El diagnóstico entonces tiene que hacerse con mayor profundidad, para poder realizar las acciones necesarias para enderezar la nave. Y tiene larga data este colapso. Sus raíces se remontan a la década pasada. Hay distintos estudios serios y profundos para examinar la crisis sistémica de Oaxaca y encontraron que se convirtió en un paraíso del autoritarismo subnacional en el sexenio del gobernador José Murat; mismo que se profundizó con Ulises Ruiz, llegando a extremos de violación de los derechos humanos, corrupción e impunidad (al respecto basta un vistazo a la resolución de la SCJN de octubre de 2009).

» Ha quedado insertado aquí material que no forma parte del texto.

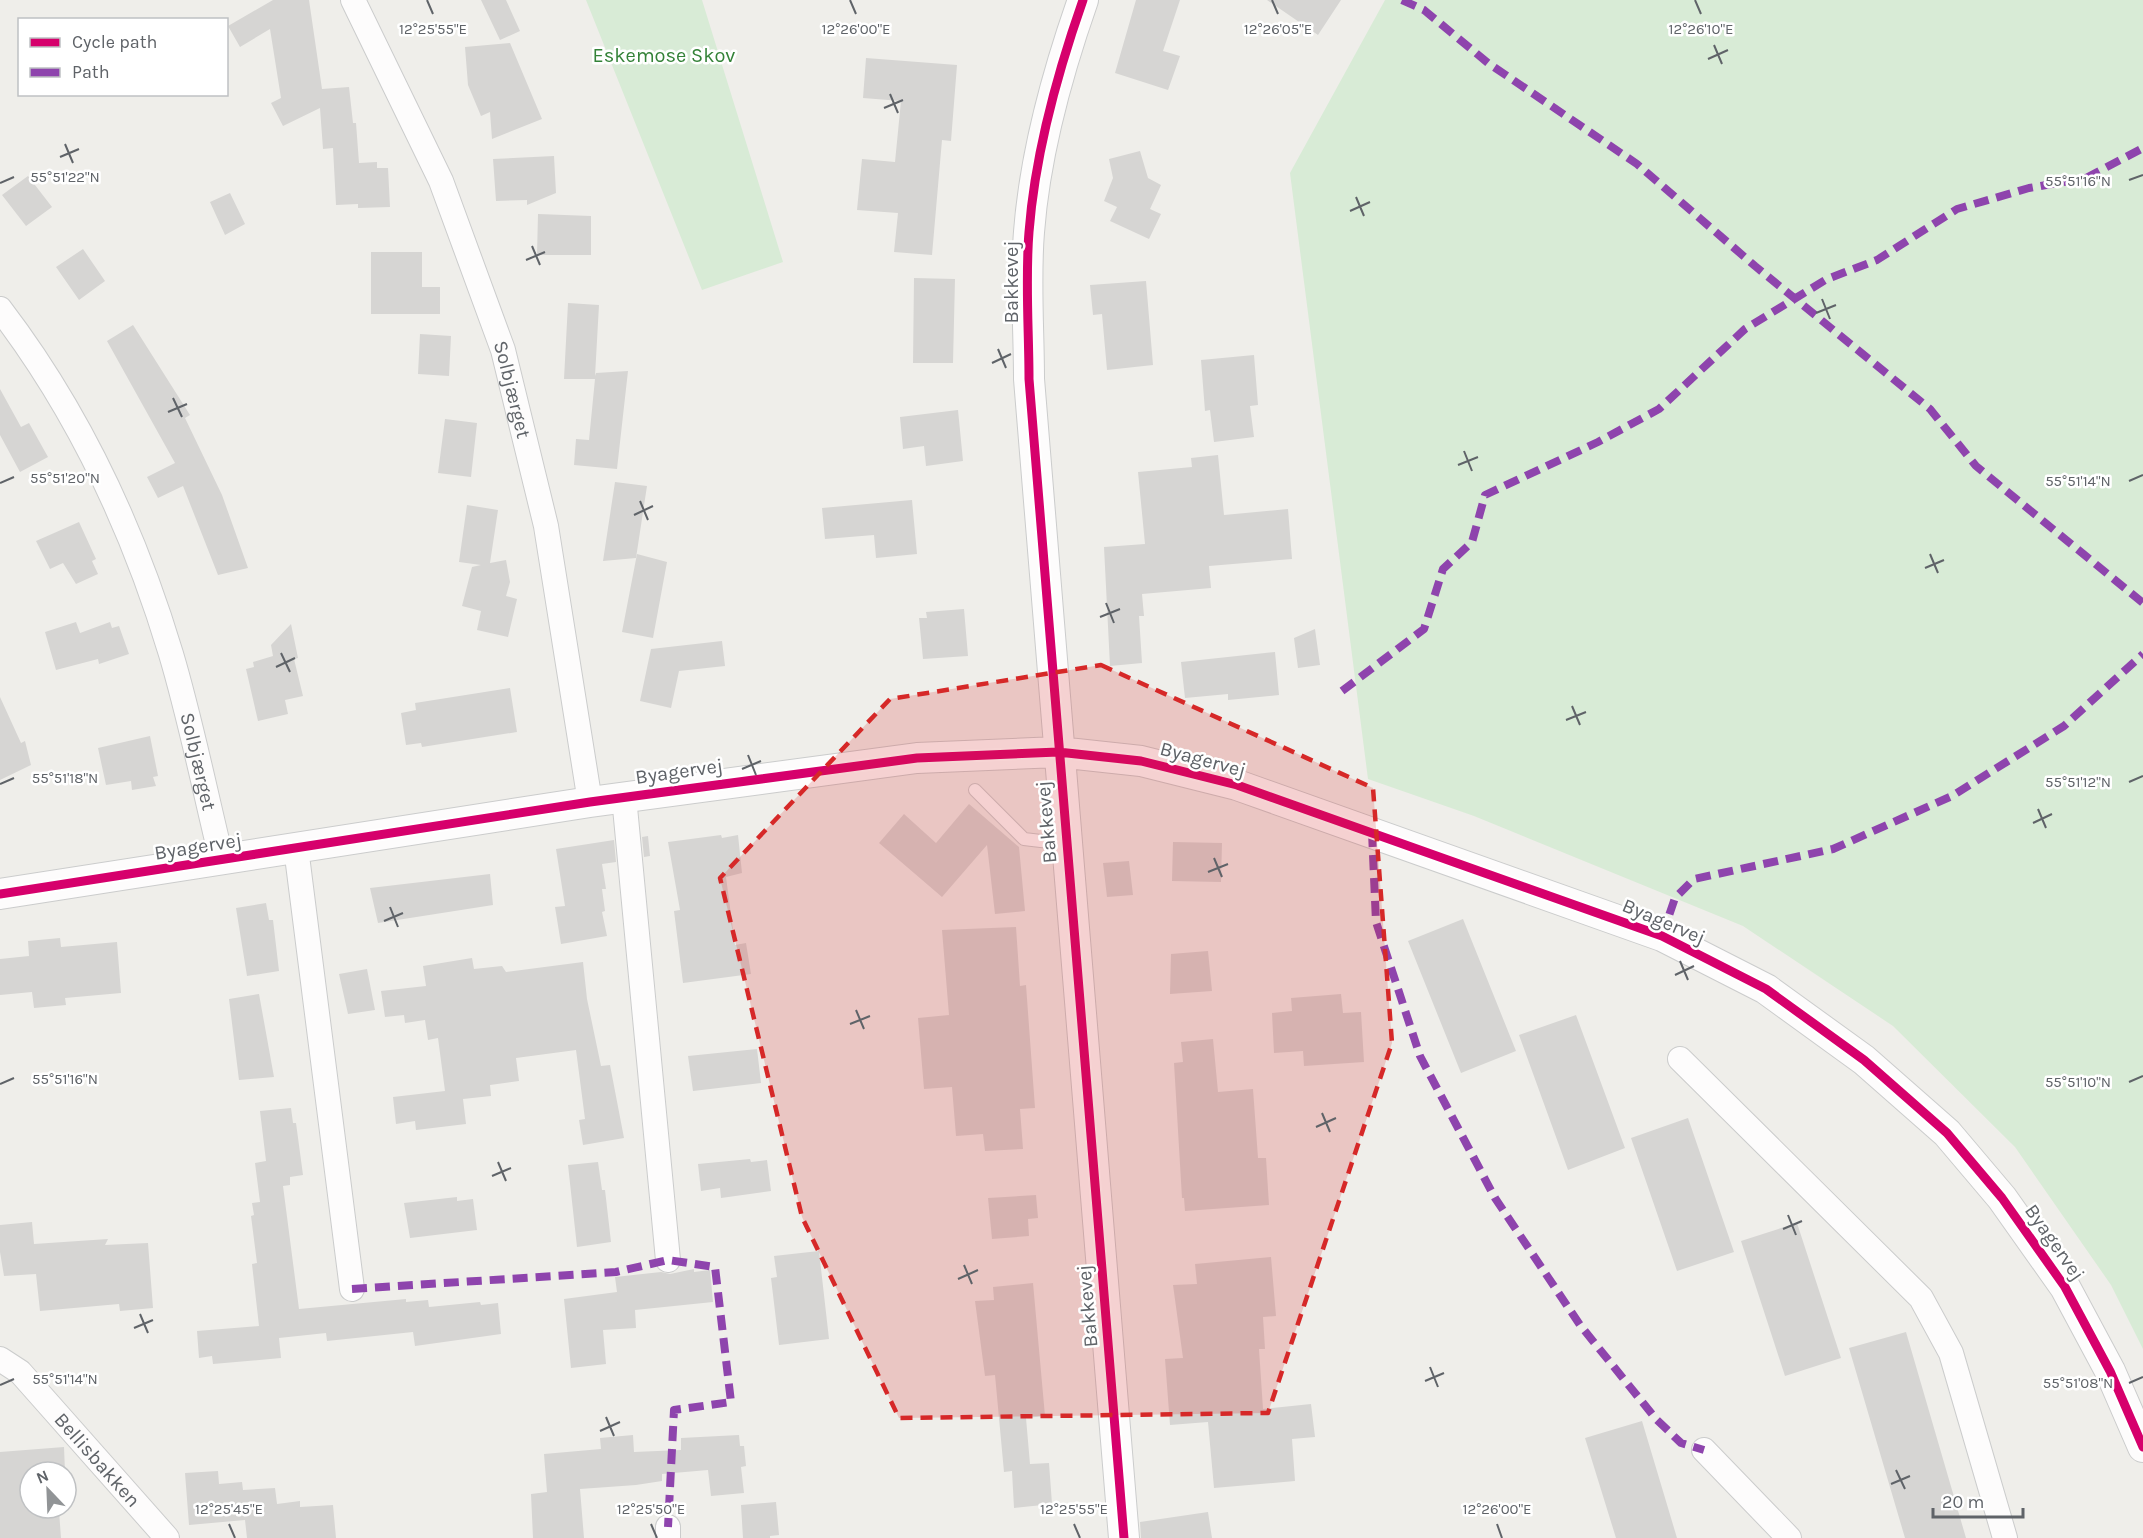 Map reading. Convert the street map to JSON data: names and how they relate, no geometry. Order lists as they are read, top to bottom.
{
  "streets": {
    "street": [
      "Bakkevej",
      "Solbjærget",
      "Byagervej",
      "Bellisbakken"
    ]
  },
  "crossings": [
    ["Bakkevej", "Byagervej"],
    ["Solbjærget", "Byagervej"]
  ],
  "parks": ["Eskemose Skov"],
  "legend": ["Cycle path", "Path"],
  "scale_bar": "20 m",
  "north": "top left",
  "coordinates": [
    "12°25'55\"E",
    "12°26'00\"E",
    "12°26'05\"E",
    "12°26'10\"E",
    "55°51'22\"N",
    "55°51'16\"N",
    "55°51'20\"N",
    "55°51'14\"N",
    "55°51'18\"N",
    "55°51'12\"N",
    "55°51'10\"N",
    "55°51'08\"N",
    "12°25'45\"E",
    "12°25'50\"E"
  ]
}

Gabino Cué, no hizo sino restaurar un régimen en crisis, traicionando el mandato de la sociedad oaxaqueña de derruirlo y construir nuevas bases institucionales en clave democrática. Lejos de ello, cayó en los mismos yerros y excesos de sus antecesores; con la misma ineptitud para entender la compleja realidad oaxaqueña y rodeado de un séquito de salteadores. Los escasos avances se dieron en áreas que, pretendiendo legitimar su gobierno, puso en manos de personas provenientes de la sociedad civil. Las altas expectativas generadas mostraron que el carisma de un candidato —que es un decir, pues más bien Cué capitalizó el descontento con los gobiernos precedentes— no es en absoluto garantía de un buen gobierno.

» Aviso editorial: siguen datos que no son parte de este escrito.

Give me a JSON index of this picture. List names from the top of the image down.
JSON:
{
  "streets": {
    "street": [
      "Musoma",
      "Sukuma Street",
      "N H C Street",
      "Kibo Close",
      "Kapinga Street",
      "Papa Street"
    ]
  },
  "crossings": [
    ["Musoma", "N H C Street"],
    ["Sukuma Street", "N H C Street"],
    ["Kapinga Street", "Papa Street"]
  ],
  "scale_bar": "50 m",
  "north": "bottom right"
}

Son estos 18 años de malos gobiernos que han puesto a Oaxaca al borde del colapso. Sólo que no parece ser el diagnóstico del que emane tal conclusión, pues en el flamante gabinete una buena parte de los ahora funcionarios participaron de esos gobiernos, son quienes condujeron a Oaxaca a la crisis de la que ahora critican acremente; son la causa de lo que acusan. Salvo algunas excepciones —Celestino Alonso en COPLADE, Gabriela Velásquez Rosas en Salud; Ana María Vasquez Colmenares en Cultura; Mariuma Munira en Atención Ciudadana, entre otros—. Además, una buena parte de los nombrados son inexpertos en la administración pública, tienen una larga carrera en la operación y el activismo político, pero no en tareas sustantivas de gobierno. Y varios de los que llegan con algún cargo previo, son señalados por actos de corrupción. Las caras jóvenes no son sino juniors de viejos políticos priistas, el pago de cuotas a los grupos políticos o de personajes que no conocen la entidad. No hay pues sino —parafraseando a Fernando Vallejo (La Virgen de los Sicarios)— las mismas y nuevas caras de un viejo desastre.

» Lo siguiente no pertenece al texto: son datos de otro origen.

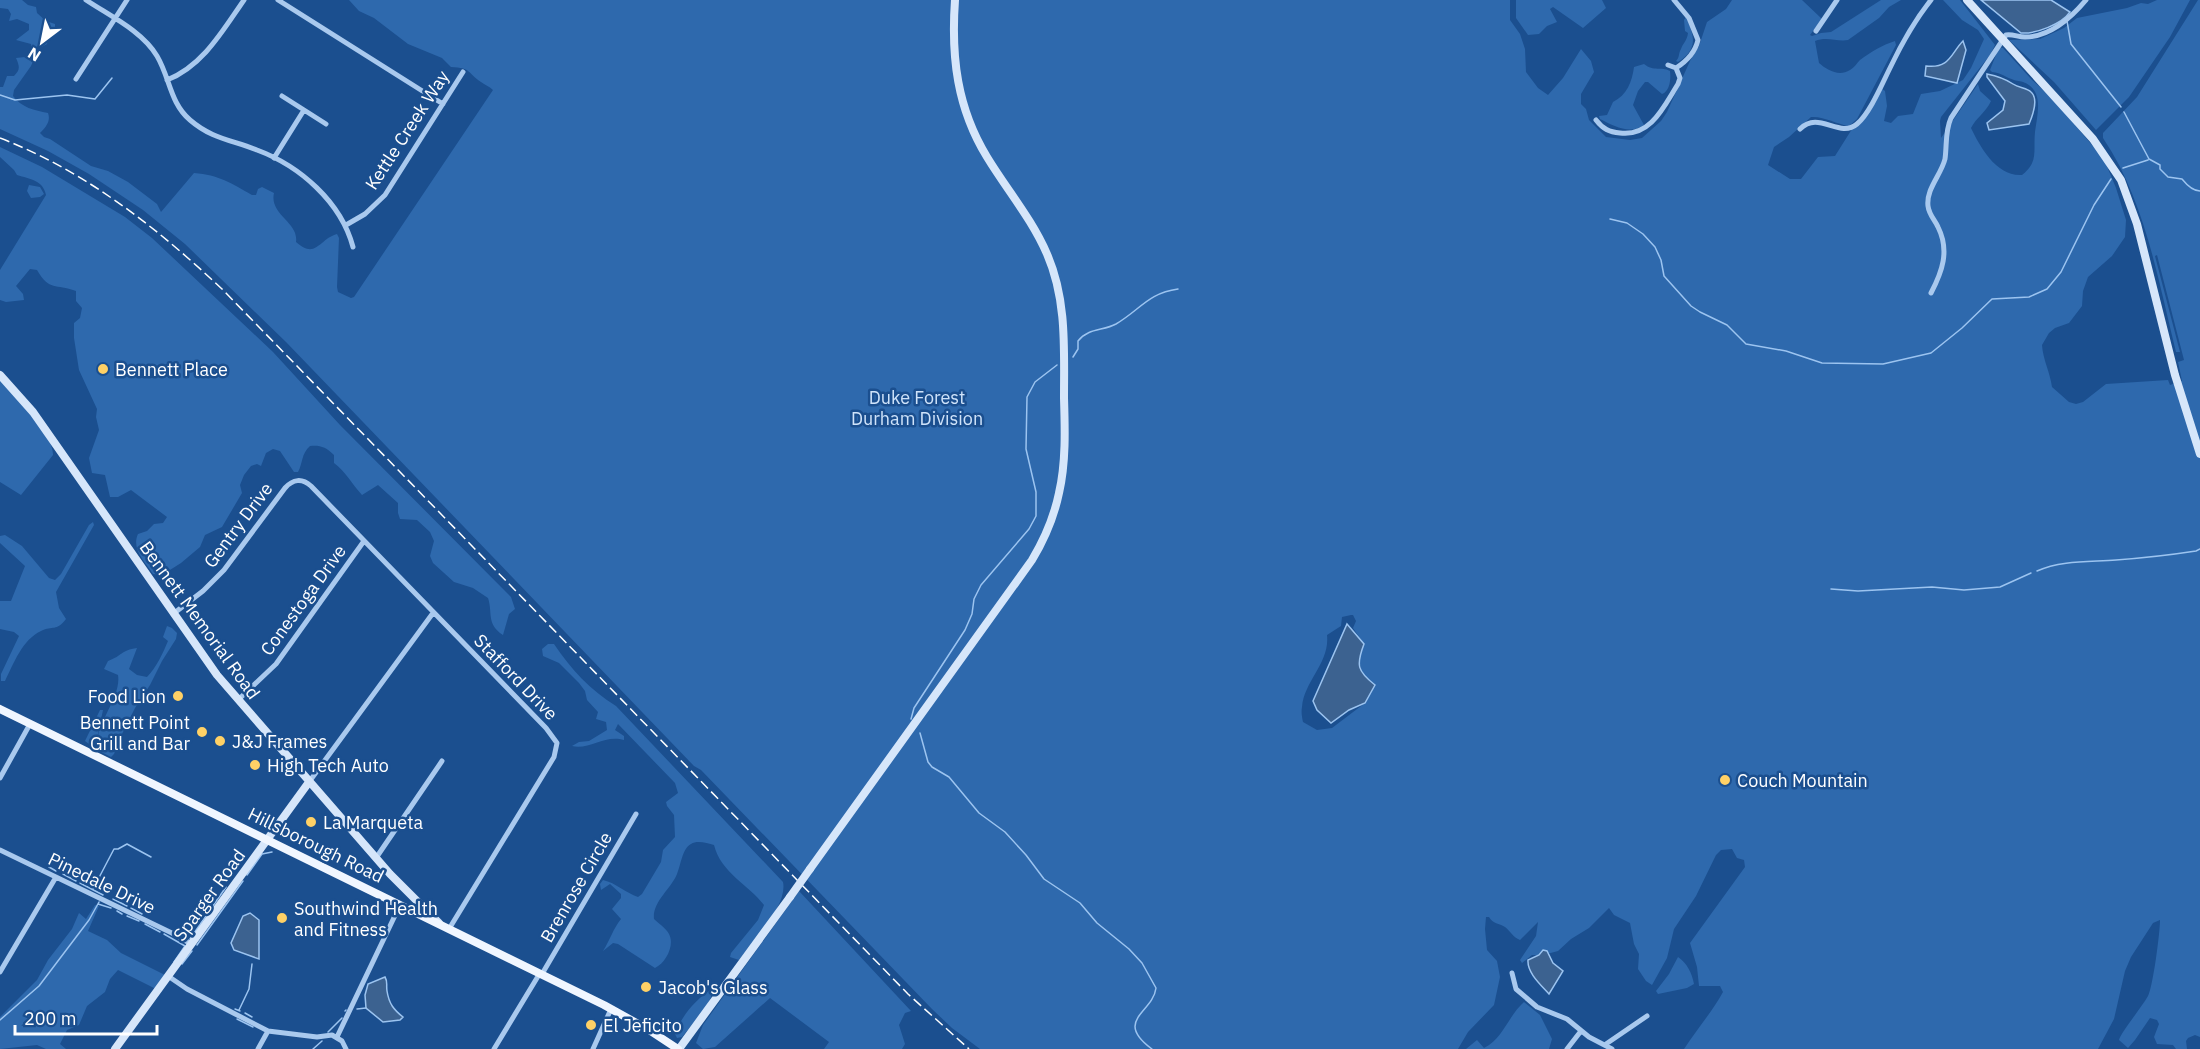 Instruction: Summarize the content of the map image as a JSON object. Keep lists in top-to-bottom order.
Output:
{
  "streets": {
    "main road": ["Hillsborough Road"],
    "street": [
      "Kettle Creek Way",
      "Gentry Drive",
      "Conestoga Drive",
      "Bennett Memorial Road",
      "Stafford Drive",
      "Pinedale Drive",
      "Brenrose Circle",
      "Sparger Road"
    ]
  },
  "crossings": [
    ["Gentry Drive", "Bennett Memorial Road"],
    ["Gentry Drive", "Stafford Drive"],
    ["Conestoga Drive", "Bennett Memorial Road"],
    ["Conestoga Drive", "Stafford Drive"],
    ["Bennett Memorial Road", "Hillsborough Road"],
    ["Bennett Memorial Road", "Sparger Road"],
    ["Stafford Drive", "Hillsborough Road"],
    ["Stafford Drive", "Sparger Road"],
    ["Hillsborough Road", "Brenrose Circle"],
    ["Hillsborough Road", "Sparger Road"],
    ["Pinedale Drive", "Sparger Road"]
  ],
  "parks": ["Duke Forest Durham Division"],
  "places": [
    "Bennett Place",
    "Food Lion",
    "Bennett Point Grill and Bar",
    "J&J Frames",
    "High Tech Auto",
    "Couch Mountain",
    "La Marqueta",
    "Southwind Health and Fitness",
    "Jacob's Glass",
    "El Jeficito"
  ],
  "scale_bar": "200 m",
  "north": "bottom left"
}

El nuevo gabinete está diseñado para operar la elección de 2018, no para gobernar y menos aún para atender las causas del colapso real que aqueja a Oaxaca. Sólo que la entidad está en una profunda crisis política, económica y social. Es tiempo aún de corregir el rumbo; un gobierno de

resultados rinde más frutos, incluso electorales, que uno conformado sólo pensando en los siguientes comicios.